Comitted to PEOPLE'S RIGHT TO KNOW
Vol. 4 Num 55 Sun. July 20, 2003  
   
International


Media blasts Blair for turning Kelly into a 'fall guy'


Newspapers said Saturday British Prime Minister Tony Blair faced a major crisis over the apparent suicide of a defence adviser at the centre of a row about the way the government took the country into war against Iraq.

Several papers attacked the government, accusing it of turning microbiologist Dr David Kelly, a weapons expert who worked as a UN inspector in Iraq, into a "fall guy".

The defence ministry is to launch an independent judicial inquiry if it is officially confirmed later Saturday that Kelly, who disappeared on Thursday, is dead.

That would bring a tragic twist to a convoluted tale of whether the government misled the country over its reasons for going to war against Saddam Hussein in March.

Downing Street vigorously denies this claim.

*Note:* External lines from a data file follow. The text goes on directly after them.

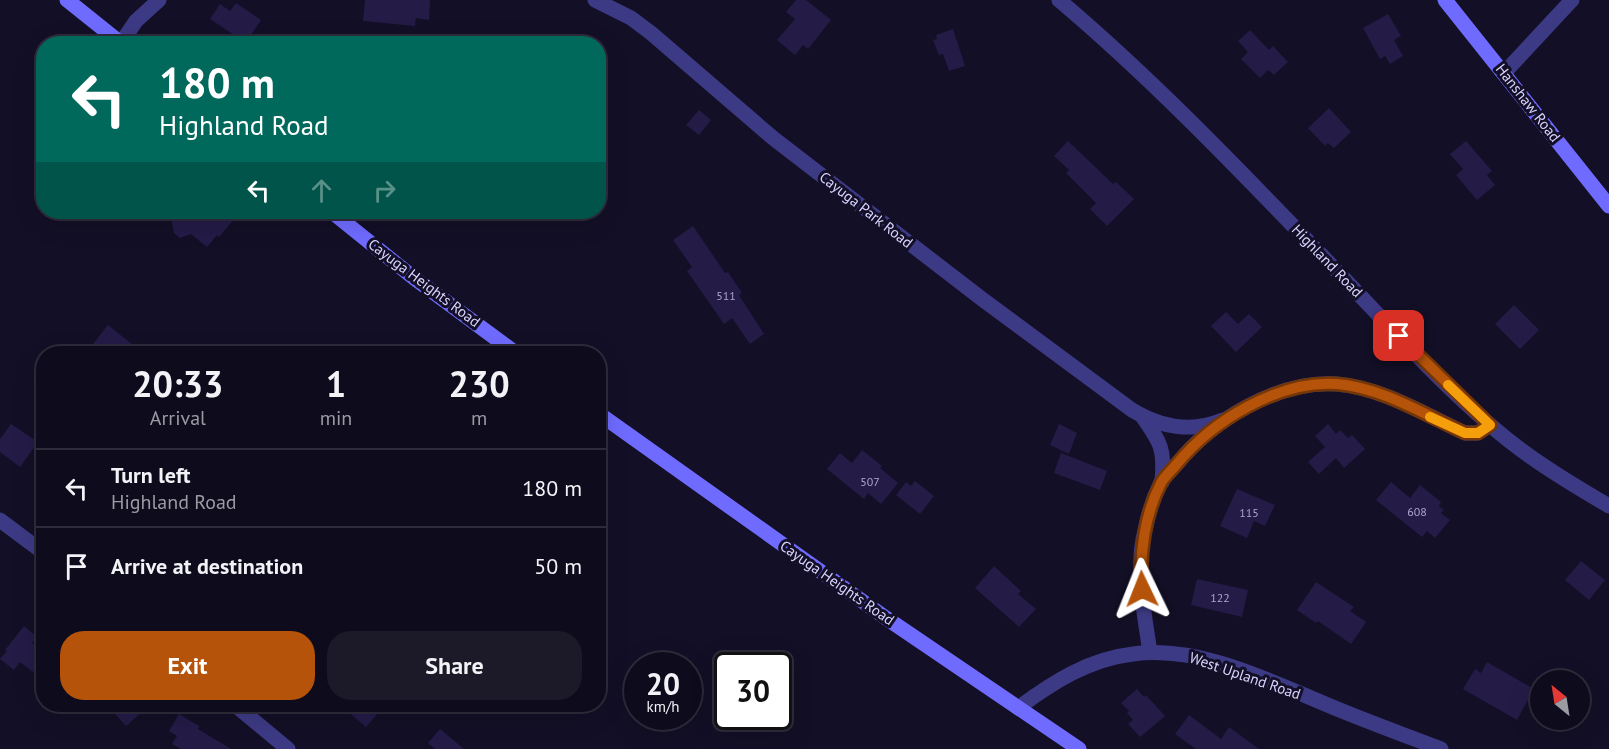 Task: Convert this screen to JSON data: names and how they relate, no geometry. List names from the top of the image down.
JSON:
{
  "streets": {
    "street": [
      "Hanshaw Road",
      "Cayuga Park Road",
      "Highland Road",
      "Cayuga Heights Road",
      "West Upland Road"
    ]
  },
  "crossings": [
    ["Cayuga Heights Road", "West Upland Road"]
  ],
  "house_numbers": [
    "511",
    "507",
    "608",
    "115",
    "122"
  ],
  "north": "top left",
  "page": {
    "turn": ["180 m", "Highland Road"],
    "eta": [
      "20:33",
      "Arrival",
      "1",
      "min",
      "230",
      "m"
    ],
    "list": [
      {
        "name": "Turn left",
        "note": "Highland Road",
        "value": "180 m"
      },
      {
        "name": "Arrive at destination",
        "value": "50 m"
      }
    ],
    "buttons": ["Exit", "Share"],
    "speed": "20 km/h",
    "limit": "30"
  }
}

Kelly was grilled by a parliamentary committee investigating the affair, and was said to be have been under considerable stress.

"Death of the dossier fall guy" was the page-one headline of the right-wing Daily Telegraph, which said that Blair had been plunged into the biggest crisis of his premiership.

In an editorial it called on Alastair Campbell, the government's director of communications and a key aide to Blair, to quit, Defence Secretary Geoff Hoon to be "held to account", while Blair needed to make "some public declaration, backed up with deeds, to show that the era of spin is over."

In a report in May, the BBC claimed Campbell had ordered a claim that Iraq could deploy chemical or biological weapons in as little as 45 minutes, be inserted into its official dossier, despite the reservations of intelligence chiefs.

Campbell launched a furious counter-offensive, with Kelly finding himself at the centre of the controversy.

The right-wing Daily Mail attacked the government over the way it had treated Kelly. On its front page it ran pictures of Blair, Campbell and Hoon, under a headline: "Proud of yourselves?"

The left-wing Daily Mirror tabloid said in an editorial that Kelly had been "hounded to death by the government", adding: "Powerful men lined up to scapegoat Dr Kelly as part of their no-holds-barred campaign to clear the government of charges of faking dossiers before the Iraq war."

A headline in the Daily Express read simply: "Thrown to the wolves."

The left-wing Guardian estimated that the political fallout from the death of Kelly "may well prove incalculable."

The Financial Times business daily said: "The death of David Kelly is an immense blow to Tony Blair's government as a whole, but if the idea forms that he was in effect 'killed by spin', it will turn into a crisis" with Campbell and Hoon in the firing line.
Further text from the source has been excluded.